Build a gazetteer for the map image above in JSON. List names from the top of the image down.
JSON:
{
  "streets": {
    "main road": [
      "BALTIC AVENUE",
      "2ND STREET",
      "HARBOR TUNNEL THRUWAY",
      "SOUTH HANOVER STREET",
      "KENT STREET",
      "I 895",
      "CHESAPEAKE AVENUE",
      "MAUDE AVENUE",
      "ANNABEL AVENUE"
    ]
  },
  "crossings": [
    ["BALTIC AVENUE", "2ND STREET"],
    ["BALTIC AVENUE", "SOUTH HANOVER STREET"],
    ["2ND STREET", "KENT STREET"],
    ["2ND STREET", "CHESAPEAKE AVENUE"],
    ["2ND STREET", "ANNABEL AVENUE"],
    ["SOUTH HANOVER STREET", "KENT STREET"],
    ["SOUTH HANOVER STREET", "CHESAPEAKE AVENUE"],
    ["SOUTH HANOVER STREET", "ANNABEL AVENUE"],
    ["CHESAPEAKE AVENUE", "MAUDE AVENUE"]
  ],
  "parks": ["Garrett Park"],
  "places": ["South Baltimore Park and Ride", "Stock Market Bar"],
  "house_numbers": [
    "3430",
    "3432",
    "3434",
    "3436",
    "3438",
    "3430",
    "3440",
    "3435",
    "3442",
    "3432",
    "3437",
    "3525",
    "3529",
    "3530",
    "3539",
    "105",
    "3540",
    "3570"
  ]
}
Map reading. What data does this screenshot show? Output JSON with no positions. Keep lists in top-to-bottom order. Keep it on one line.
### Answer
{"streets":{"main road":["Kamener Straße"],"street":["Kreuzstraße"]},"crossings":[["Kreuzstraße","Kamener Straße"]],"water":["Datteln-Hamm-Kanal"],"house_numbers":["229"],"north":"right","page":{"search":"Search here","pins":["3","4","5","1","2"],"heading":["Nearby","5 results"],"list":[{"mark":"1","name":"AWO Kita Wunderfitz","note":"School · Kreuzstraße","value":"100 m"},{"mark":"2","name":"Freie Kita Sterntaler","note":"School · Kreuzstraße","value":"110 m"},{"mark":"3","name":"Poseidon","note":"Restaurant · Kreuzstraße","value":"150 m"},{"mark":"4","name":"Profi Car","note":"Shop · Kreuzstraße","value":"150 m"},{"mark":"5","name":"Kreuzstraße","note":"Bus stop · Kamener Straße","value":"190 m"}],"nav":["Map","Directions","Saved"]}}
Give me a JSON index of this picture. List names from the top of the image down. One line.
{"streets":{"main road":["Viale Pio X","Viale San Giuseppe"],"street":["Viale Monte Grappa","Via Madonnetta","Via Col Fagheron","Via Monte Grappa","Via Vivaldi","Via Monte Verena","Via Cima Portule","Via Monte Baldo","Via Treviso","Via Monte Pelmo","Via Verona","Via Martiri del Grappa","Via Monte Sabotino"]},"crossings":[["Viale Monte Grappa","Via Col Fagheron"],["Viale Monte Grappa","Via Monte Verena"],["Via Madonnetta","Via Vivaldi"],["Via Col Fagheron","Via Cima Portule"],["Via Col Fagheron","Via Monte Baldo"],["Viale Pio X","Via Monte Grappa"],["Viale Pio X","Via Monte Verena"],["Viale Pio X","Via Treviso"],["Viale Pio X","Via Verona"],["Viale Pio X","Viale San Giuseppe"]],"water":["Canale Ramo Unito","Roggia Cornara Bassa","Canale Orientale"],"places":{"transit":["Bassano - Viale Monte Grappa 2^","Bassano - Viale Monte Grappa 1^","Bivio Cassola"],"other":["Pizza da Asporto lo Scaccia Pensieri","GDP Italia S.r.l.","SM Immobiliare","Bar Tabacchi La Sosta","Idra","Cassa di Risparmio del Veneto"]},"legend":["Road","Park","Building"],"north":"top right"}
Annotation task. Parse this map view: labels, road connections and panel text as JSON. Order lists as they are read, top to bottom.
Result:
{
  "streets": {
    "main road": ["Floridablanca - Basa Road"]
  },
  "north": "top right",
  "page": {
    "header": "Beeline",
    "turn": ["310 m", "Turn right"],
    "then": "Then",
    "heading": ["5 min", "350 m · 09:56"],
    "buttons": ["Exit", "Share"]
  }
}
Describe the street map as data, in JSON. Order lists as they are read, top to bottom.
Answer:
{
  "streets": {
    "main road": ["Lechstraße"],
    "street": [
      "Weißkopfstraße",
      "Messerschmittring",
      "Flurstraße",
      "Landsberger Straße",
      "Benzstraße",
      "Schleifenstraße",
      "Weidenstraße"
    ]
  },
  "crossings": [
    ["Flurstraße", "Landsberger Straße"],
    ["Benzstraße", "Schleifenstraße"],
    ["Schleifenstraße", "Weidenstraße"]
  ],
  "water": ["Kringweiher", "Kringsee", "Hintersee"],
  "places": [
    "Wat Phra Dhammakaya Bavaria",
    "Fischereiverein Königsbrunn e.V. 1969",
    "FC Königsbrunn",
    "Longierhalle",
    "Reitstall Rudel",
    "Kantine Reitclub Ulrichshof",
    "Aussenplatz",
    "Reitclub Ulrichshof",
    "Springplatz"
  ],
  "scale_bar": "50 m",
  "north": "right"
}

* [Task details]: Each line from the top of the material above through the line with "Map reading. What" must be echoed exactly, and no other line.

* [Task result]:
Build a gazetteer for the map image above in JSON. List names from the top of the image down.
JSON:
{
  "streets": {
    "main road": [
      "BALTIC AVENUE",
      "2ND STREET",
      "HARBOR TUNNEL THRUWAY",
      "SOUTH HANOVER STREET",
      "KENT STREET",
      "I 895",
      "CHESAPEAKE AVENUE",
      "MAUDE AVENUE",
      "ANNABEL AVENUE"
    ]
  },
  "crossings": [
    ["BALTIC AVENUE", "2ND STREET"],
    ["BALTIC AVENUE", "SOUTH HANOVER STREET"],
    ["2ND STREET", "KENT STREET"],
    ["2ND STREET", "CHESAPEAKE AVENUE"],
    ["2ND STREET", "ANNABEL AVENUE"],
    ["SOUTH HANOVER STREET", "KENT STREET"],
    ["SOUTH HANOVER STREET", "CHESAPEAKE AVENUE"],
    ["SOUTH HANOVER STREET", "ANNABEL AVENUE"],
    ["CHESAPEAKE AVENUE", "MAUDE AVENUE"]
  ],
  "parks": ["Garrett Park"],
  "places": ["South Baltimore Park and Ride", "Stock Market Bar"],
  "house_numbers": [
    "3430",
    "3432",
    "3434",
    "3436",
    "3438",
    "3430",
    "3440",
    "3435",
    "3442",
    "3432",
    "3437",
    "3525",
    "3529",
    "3530",
    "3539",
    "105",
    "3540",
    "3570"
  ]
}
Map reading. What data does this screenshot show? Output JSON with no positions. Keep lists in top-to-bottom order. Keep it on one line.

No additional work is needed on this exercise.